Material for this exercise section start
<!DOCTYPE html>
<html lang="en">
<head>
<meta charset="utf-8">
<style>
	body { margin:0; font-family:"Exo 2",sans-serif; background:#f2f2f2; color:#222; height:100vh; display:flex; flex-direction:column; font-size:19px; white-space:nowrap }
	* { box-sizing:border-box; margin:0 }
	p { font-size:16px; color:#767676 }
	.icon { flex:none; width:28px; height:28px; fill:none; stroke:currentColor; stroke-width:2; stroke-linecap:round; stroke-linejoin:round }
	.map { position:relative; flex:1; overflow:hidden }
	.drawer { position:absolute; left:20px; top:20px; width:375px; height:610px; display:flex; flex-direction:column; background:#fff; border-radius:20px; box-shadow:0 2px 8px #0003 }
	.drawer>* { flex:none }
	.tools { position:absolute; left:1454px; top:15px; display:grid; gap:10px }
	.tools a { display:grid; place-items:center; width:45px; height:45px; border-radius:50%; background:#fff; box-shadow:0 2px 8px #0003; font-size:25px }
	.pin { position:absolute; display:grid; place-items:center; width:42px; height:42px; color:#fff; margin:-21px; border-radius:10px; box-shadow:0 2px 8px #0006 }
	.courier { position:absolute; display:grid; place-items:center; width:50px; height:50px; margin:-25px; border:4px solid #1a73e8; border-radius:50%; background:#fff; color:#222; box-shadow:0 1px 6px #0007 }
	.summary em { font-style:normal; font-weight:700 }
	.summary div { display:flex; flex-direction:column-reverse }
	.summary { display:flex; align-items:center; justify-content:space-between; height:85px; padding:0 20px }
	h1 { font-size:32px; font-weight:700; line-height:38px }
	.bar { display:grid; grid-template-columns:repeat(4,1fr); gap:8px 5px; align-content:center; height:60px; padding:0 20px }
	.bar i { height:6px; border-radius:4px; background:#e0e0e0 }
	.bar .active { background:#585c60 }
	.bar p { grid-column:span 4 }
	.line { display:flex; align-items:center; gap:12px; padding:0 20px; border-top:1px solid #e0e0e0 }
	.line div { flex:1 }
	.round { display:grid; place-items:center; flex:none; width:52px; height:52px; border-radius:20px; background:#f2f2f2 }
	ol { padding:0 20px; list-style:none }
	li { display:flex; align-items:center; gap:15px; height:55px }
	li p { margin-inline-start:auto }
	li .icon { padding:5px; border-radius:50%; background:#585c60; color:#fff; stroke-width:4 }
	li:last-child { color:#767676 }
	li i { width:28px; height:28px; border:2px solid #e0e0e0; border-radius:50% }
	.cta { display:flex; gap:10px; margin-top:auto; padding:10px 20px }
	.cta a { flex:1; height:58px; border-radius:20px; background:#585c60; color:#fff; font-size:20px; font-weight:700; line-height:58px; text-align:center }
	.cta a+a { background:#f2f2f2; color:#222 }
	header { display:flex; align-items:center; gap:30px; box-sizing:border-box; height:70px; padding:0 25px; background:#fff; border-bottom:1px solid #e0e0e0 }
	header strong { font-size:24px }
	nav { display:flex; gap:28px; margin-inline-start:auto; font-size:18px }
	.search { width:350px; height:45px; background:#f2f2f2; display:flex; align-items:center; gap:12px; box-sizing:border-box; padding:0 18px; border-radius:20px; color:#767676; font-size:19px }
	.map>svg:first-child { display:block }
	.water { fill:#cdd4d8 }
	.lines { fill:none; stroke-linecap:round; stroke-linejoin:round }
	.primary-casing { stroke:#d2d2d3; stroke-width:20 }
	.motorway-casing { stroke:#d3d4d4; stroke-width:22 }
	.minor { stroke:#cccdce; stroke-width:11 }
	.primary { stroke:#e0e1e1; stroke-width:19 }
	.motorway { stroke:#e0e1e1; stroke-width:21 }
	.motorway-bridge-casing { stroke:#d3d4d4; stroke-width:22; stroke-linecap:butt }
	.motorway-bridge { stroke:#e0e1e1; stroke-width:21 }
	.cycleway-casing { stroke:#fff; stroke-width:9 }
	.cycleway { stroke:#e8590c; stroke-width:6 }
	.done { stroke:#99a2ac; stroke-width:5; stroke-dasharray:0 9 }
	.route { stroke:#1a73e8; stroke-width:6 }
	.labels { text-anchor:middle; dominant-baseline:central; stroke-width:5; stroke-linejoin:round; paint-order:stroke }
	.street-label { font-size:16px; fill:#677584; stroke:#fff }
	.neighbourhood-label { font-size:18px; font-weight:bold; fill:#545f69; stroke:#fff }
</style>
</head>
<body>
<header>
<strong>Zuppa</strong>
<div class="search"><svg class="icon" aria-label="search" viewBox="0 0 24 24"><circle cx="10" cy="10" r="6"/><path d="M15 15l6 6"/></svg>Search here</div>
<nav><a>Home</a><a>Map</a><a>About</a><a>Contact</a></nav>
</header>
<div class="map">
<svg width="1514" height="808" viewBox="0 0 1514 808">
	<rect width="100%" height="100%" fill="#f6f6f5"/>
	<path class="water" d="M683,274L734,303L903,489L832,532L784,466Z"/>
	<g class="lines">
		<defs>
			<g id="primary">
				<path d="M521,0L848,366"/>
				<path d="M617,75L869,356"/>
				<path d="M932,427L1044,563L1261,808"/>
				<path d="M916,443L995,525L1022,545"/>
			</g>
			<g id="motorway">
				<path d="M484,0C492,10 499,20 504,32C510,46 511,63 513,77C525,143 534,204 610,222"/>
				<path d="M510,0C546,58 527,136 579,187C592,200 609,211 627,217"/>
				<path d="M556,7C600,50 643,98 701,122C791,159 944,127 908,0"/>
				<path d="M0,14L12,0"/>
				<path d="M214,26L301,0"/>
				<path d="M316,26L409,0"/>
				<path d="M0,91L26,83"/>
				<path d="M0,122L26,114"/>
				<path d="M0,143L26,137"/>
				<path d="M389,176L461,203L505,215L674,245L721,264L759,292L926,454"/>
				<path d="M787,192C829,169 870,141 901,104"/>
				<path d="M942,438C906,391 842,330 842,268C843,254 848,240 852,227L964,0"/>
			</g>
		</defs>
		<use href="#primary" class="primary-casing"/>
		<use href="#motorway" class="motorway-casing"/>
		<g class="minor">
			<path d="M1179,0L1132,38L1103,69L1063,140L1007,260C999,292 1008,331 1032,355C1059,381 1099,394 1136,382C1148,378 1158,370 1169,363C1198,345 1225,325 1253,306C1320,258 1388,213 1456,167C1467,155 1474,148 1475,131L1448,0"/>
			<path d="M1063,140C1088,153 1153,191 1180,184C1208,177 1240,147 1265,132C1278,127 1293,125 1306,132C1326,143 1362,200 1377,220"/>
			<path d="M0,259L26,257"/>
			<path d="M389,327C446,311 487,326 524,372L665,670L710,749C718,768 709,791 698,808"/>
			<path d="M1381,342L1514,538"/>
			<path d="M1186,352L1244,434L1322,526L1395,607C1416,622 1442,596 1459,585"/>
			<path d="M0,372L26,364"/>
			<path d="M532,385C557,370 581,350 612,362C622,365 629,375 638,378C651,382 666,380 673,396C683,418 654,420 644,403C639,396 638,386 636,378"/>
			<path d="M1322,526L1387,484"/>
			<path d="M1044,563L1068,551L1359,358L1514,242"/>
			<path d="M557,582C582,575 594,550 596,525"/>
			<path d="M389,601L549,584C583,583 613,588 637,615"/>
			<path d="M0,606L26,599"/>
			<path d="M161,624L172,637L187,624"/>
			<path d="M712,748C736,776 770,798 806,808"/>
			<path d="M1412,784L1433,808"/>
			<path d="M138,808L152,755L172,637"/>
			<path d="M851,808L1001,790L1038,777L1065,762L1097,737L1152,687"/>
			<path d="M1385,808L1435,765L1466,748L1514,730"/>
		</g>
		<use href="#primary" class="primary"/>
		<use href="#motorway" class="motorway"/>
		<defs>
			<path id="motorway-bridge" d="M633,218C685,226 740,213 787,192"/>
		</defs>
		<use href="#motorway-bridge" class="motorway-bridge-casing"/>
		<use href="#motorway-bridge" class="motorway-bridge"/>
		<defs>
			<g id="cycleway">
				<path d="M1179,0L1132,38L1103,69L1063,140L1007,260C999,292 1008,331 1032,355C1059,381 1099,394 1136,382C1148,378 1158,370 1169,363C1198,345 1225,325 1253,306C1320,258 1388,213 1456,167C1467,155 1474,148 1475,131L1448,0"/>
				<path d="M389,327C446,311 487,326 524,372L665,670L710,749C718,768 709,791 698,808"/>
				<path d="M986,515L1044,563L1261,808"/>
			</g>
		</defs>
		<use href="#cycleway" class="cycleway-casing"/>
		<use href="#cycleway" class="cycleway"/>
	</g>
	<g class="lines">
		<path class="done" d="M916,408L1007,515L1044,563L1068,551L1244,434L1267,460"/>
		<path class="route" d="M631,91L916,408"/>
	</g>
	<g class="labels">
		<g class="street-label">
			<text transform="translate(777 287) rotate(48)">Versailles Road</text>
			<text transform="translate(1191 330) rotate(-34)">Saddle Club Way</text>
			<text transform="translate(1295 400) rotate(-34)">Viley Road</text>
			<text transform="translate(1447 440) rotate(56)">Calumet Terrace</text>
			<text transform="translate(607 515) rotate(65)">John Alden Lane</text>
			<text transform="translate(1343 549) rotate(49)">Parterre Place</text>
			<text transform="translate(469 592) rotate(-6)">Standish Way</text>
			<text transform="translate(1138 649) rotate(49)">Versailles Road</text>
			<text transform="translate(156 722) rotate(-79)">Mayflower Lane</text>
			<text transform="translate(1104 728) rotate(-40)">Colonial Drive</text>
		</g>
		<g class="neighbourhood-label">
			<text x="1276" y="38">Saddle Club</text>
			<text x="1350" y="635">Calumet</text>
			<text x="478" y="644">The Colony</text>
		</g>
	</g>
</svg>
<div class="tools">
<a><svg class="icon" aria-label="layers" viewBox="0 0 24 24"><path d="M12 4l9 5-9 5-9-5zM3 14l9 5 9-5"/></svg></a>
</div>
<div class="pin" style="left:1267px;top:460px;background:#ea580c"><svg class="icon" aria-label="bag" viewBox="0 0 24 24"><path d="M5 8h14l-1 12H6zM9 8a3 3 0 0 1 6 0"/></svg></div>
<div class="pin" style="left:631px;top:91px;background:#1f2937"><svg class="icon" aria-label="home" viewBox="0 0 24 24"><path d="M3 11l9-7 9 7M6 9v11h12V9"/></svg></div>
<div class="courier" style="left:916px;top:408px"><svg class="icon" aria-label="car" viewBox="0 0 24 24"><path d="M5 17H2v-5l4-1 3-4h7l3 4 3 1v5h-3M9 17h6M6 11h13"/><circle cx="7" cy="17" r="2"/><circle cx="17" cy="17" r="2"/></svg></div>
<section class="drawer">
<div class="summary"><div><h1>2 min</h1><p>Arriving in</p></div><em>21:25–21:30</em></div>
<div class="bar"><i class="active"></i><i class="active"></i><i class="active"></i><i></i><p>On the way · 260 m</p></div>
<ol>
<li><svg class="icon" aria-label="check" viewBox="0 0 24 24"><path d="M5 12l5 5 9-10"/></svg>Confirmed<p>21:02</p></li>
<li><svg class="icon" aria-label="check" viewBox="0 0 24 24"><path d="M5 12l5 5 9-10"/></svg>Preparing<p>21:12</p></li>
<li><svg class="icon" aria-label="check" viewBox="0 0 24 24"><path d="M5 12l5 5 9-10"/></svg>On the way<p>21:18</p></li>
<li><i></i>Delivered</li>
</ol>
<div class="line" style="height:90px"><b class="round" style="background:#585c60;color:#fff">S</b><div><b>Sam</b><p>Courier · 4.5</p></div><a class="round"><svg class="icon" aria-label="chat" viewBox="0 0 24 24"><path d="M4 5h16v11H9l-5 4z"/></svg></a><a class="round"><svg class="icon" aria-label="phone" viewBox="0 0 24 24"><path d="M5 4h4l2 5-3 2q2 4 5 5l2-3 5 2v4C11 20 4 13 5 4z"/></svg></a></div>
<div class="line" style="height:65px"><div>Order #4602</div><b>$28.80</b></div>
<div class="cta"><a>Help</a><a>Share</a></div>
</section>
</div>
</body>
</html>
Material for this exercise section end
Task details ▸
Copy the records above exactly, beginning at the line that contains "fill:none; stroke-linecap:round; stroke-linejoin:round" and stopping after the line that contains "<strong>Zuppa</strong>".

Finished exercise ▸
	.lines { fill:none; stroke-linecap:round; stroke-linejoin:round }
	.primary-casing { stroke:#d2d2d3; stroke-width:20 }
	.motorway-casing { stroke:#d3d4d4; stroke-width:22 }
	.minor { stroke:#cccdce; stroke-width:11 }
	.primary { stroke:#e0e1e1; stroke-width:19 }
	.motorway { stroke:#e0e1e1; stroke-width:21 }
	.motorway-bridge-casing { stroke:#d3d4d4; stroke-width:22; stroke-linecap:butt }
	.motorway-bridge { stroke:#e0e1e1; stroke-width:21 }
	.cycleway-casing { stroke:#fff; stroke-width:9 }
	.cycleway { stroke:#e8590c; stroke-width:6 }
	.done { stroke:#99a2ac; stroke-width:5; stroke-dasharray:0 9 }
	.route { stroke:#1a73e8; stroke-width:6 }
	.labels { text-anchor:middle; dominant-baseline:central; stroke-width:5; stroke-linejoin:round; paint-order:stroke }
	.street-label { font-size:16px; fill:#677584; stroke:#fff }
	.neighbourhood-label { font-size:18px; font-weight:bold; fill:#545f69; stroke:#fff }
</style>
</head>
<body>
<header>
<strong>Zuppa</strong>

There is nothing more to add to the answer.